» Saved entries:
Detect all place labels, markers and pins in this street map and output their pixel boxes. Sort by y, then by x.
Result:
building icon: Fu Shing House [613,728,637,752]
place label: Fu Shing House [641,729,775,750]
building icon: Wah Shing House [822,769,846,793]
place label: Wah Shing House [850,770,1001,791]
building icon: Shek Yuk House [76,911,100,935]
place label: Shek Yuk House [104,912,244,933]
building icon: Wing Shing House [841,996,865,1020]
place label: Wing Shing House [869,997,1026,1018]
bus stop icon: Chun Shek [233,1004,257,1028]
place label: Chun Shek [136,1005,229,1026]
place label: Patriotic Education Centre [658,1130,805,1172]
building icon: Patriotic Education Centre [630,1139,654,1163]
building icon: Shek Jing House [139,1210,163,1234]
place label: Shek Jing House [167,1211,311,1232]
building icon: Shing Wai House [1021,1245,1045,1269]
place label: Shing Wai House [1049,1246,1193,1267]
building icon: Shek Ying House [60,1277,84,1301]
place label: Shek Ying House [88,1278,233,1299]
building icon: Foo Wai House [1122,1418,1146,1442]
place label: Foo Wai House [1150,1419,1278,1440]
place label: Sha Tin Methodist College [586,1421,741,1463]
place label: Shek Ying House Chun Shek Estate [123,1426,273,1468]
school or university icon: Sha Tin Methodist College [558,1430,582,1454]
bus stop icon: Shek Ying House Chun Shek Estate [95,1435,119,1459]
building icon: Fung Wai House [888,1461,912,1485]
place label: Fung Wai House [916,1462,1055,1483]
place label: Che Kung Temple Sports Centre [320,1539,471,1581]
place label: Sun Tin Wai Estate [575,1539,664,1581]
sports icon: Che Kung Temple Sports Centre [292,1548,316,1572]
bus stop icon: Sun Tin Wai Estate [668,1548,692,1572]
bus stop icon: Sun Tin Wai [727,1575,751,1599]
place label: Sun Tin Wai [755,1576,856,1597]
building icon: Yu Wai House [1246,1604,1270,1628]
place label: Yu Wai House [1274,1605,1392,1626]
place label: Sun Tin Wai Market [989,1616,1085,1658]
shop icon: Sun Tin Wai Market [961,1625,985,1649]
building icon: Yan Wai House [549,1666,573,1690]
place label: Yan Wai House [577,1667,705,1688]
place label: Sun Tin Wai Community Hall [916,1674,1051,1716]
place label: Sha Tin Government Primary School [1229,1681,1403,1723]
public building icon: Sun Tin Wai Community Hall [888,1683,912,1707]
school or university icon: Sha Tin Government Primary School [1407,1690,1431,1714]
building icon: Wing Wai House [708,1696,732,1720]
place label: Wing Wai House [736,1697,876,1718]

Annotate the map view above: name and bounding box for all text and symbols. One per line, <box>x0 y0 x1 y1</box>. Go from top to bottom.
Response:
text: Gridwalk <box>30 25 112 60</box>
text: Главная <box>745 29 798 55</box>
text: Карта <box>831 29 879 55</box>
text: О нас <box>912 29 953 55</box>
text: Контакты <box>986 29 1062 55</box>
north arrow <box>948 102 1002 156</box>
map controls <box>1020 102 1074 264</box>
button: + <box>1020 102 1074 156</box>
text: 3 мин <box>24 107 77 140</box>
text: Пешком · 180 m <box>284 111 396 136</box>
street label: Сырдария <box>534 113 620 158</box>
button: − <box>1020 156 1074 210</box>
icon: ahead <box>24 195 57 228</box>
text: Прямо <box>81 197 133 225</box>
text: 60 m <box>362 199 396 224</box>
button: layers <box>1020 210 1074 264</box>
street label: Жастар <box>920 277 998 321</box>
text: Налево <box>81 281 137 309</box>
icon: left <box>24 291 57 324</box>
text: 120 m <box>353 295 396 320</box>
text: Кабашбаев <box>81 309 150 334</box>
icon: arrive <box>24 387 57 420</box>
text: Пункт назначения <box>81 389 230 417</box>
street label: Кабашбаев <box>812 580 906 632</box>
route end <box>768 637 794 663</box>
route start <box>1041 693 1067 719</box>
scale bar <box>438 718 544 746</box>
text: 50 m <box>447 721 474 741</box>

» Task prompt: Write the data out again, verbatim.

» Finished task:
Detect all place labels, markers and pins in this street map and output their pixel boxes. Sort by y, then by x.
Result:
building icon: Fu Shing House [613,728,637,752]
place label: Fu Shing House [641,729,775,750]
building icon: Wah Shing House [822,769,846,793]
place label: Wah Shing House [850,770,1001,791]
building icon: Shek Yuk House [76,911,100,935]
place label: Shek Yuk House [104,912,244,933]
building icon: Wing Shing House [841,996,865,1020]
place label: Wing Shing House [869,997,1026,1018]
bus stop icon: Chun Shek [233,1004,257,1028]
place label: Chun Shek [136,1005,229,1026]
place label: Patriotic Education Centre [658,1130,805,1172]
building icon: Patriotic Education Centre [630,1139,654,1163]
building icon: Shek Jing House [139,1210,163,1234]
place label: Shek Jing House [167,1211,311,1232]
building icon: Shing Wai House [1021,1245,1045,1269]
place label: Shing Wai House [1049,1246,1193,1267]
building icon: Shek Ying House [60,1277,84,1301]
place label: Shek Ying House [88,1278,233,1299]
building icon: Foo Wai House [1122,1418,1146,1442]
place label: Foo Wai House [1150,1419,1278,1440]
place label: Sha Tin Methodist College [586,1421,741,1463]
place label: Shek Ying House Chun Shek Estate [123,1426,273,1468]
school or university icon: Sha Tin Methodist College [558,1430,582,1454]
bus stop icon: Shek Ying House Chun Shek Estate [95,1435,119,1459]
building icon: Fung Wai House [888,1461,912,1485]
place label: Fung Wai House [916,1462,1055,1483]
place label: Che Kung Temple Sports Centre [320,1539,471,1581]
place label: Sun Tin Wai Estate [575,1539,664,1581]
sports icon: Che Kung Temple Sports Centre [292,1548,316,1572]
bus stop icon: Sun Tin Wai Estate [668,1548,692,1572]
bus stop icon: Sun Tin Wai [727,1575,751,1599]
place label: Sun Tin Wai [755,1576,856,1597]
building icon: Yu Wai House [1246,1604,1270,1628]
place label: Yu Wai House [1274,1605,1392,1626]
place label: Sun Tin Wai Market [989,1616,1085,1658]
shop icon: Sun Tin Wai Market [961,1625,985,1649]
building icon: Yan Wai House [549,1666,573,1690]
place label: Yan Wai House [577,1667,705,1688]
place label: Sun Tin Wai Community Hall [916,1674,1051,1716]
place label: Sha Tin Government Primary School [1229,1681,1403,1723]
public building icon: Sun Tin Wai Community Hall [888,1683,912,1707]
school or university icon: Sha Tin Government Primary School [1407,1690,1431,1714]
building icon: Wing Wai House [708,1696,732,1720]
place label: Wing Wai House [736,1697,876,1718]

Annotate the map view above: name and bounding box for all text and symbols. One per line, <box>x0 y0 x1 y1</box>. Go from top to bottom.
Response:
text: Gridwalk <box>30 25 112 60</box>
text: Главная <box>745 29 798 55</box>
text: Карта <box>831 29 879 55</box>
text: О нас <box>912 29 953 55</box>
text: Контакты <box>986 29 1062 55</box>
north arrow <box>948 102 1002 156</box>
map controls <box>1020 102 1074 264</box>
button: + <box>1020 102 1074 156</box>
text: 3 мин <box>24 107 77 140</box>
text: Пешком · 180 m <box>284 111 396 136</box>
street label: Сырдария <box>534 113 620 158</box>
button: − <box>1020 156 1074 210</box>
icon: ahead <box>24 195 57 228</box>
text: Прямо <box>81 197 133 225</box>
text: 60 m <box>362 199 396 224</box>
button: layers <box>1020 210 1074 264</box>
street label: Жастар <box>920 277 998 321</box>
text: Налево <box>81 281 137 309</box>
icon: left <box>24 291 57 324</box>
text: 120 m <box>353 295 396 320</box>
text: Кабашбаев <box>81 309 150 334</box>
icon: arrive <box>24 387 57 420</box>
text: Пункт назначения <box>81 389 230 417</box>
street label: Кабашбаев <box>812 580 906 632</box>
route end <box>768 637 794 663</box>
route start <box>1041 693 1067 719</box>
scale bar <box>438 718 544 746</box>
text: 50 m <box>447 721 474 741</box>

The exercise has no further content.